Because Judy is the ship's captain, she is responsible for 97 children, which takes its toll on her and strains her relationships with her siblings.
"Penny and Judy go head-to-head because it is difficult as a teenager who is finding her independence to take orders, especially from her sister," Sundwall said.
"Because they have been in the same place for a year, they've fallen into a routine when we first see them, which I think is quite interesting because it is rare that the Robinsons are ever in a routine."
The kids are trying to make the best lives they can for themselves while they work toward reuniting with their parents and ultimately reaching their final destination of a habitable planet in the Alpha Centauri system.
"They just want to go home. They're done," Sundwall laughed.
The actress began to work on the show five years ago when she was 15. Playing Penny has allowed her to explore drama, comedy, action and just about everything in-between. She said the experience has taught her a lot about how to develop a good work ethic, collaborate with a team and care about the details of the story.
"It was the biggest set I've ever stepped on with [special] effects I'd never done and stunts I'd never seen done in front of me," she said. "It's been really special to grow up as the character is growing up."
Jenkins, 16, also got the chance to evolve at the same rate Will does on screen.
"We wanted to show that Will Robinson was just like a normal kid," Jenkins said in a phone interview.
"We wanted to take him on that hero's journey. In the first season, he starts out as a scared little kid and then, through every crazy, wild event that our writers have written for us, he finishes the series as a young adult."
Will is under a lot of pressure to solve the technological problems that arise at the beginning of Season 3. Having to answer to big sister Judy doesn't make his life any easier.
"He's making his own decisions and dealing with those consequences," Jenkins said.
"They aren't really connecting on the same level as they did when they had their parents to be leaders," Jenkins added. "He has a hard time asking for help. He has a hard time opening up to his family about his problems. He thinks it's up to him to save the world."
Appearing together for a joint Zoom chat, Parker, Stephens and Serricchio told UPI they are satisfied with how their characters wrapped up in this final season.
But they are holding out hope there might be more missions for the Robinson family in the future.
"I certainly have mixed feelings about getting to the end of this story," Parker said.
"It doesn't feel as if these people's lives are over. I think we leave them in a place where there is an incredible amount of potential for adventures to come. I love working with this group so much. [Ending] was bittersweet, for sure."
"I think what's good is leaving an audience wanting more and I think that this does that," Stephens added.
Serricchio would love to see his spaceship mechanic, Don West, and his pet chicken, Debbie, get a Lost in Space spinoff.

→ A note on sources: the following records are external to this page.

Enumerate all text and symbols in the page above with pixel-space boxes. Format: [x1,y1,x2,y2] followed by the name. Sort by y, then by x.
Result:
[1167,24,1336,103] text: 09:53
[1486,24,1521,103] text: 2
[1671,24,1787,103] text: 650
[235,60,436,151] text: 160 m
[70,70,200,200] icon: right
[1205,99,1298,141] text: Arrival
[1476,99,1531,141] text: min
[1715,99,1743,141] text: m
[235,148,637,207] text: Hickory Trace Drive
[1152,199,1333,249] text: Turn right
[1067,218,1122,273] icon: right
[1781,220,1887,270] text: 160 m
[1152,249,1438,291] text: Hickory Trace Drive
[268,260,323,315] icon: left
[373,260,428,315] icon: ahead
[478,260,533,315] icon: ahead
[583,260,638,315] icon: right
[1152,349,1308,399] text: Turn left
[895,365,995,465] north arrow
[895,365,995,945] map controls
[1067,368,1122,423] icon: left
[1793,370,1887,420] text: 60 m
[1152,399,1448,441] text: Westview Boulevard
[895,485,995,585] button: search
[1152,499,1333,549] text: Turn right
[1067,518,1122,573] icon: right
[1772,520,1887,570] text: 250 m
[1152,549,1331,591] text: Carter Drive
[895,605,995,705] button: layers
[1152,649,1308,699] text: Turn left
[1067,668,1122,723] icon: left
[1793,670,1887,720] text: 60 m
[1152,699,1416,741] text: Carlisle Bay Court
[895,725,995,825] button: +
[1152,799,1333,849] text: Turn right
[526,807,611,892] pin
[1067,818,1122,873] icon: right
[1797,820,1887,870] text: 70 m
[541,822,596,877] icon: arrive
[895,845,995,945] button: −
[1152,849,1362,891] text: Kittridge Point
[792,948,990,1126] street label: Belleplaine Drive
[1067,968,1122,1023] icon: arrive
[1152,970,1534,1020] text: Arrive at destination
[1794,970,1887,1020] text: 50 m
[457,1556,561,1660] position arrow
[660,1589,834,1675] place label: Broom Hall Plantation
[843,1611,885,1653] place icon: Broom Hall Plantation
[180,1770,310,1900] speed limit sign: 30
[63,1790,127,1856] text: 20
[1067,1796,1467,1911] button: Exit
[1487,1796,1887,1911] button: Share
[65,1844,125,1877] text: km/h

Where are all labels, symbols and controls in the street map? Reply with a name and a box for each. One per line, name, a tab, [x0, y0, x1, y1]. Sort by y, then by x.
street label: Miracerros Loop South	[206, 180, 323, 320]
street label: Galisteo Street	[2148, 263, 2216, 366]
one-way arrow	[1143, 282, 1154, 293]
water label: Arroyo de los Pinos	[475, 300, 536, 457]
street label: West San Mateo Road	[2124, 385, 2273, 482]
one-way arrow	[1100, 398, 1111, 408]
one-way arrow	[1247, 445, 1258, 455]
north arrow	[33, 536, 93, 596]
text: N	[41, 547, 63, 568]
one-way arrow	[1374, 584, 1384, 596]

"We don't know enough," Serricchio said. "I want to know where this guy is from. I want to know his background."
Stephens thinks the Robinsons' tale has endured for as long as it has because it is steeped in emotional authenticity, with the resourceful Robinsons' frontier adventures a metaphor for everyone's family's journey through life.
"Not only do we go through the bumps of just normal things happening, but also all our children growing up and becoming their own people," he said. "It is really aspirational. They all have their faults, as we all do, but they are all trying to be better people."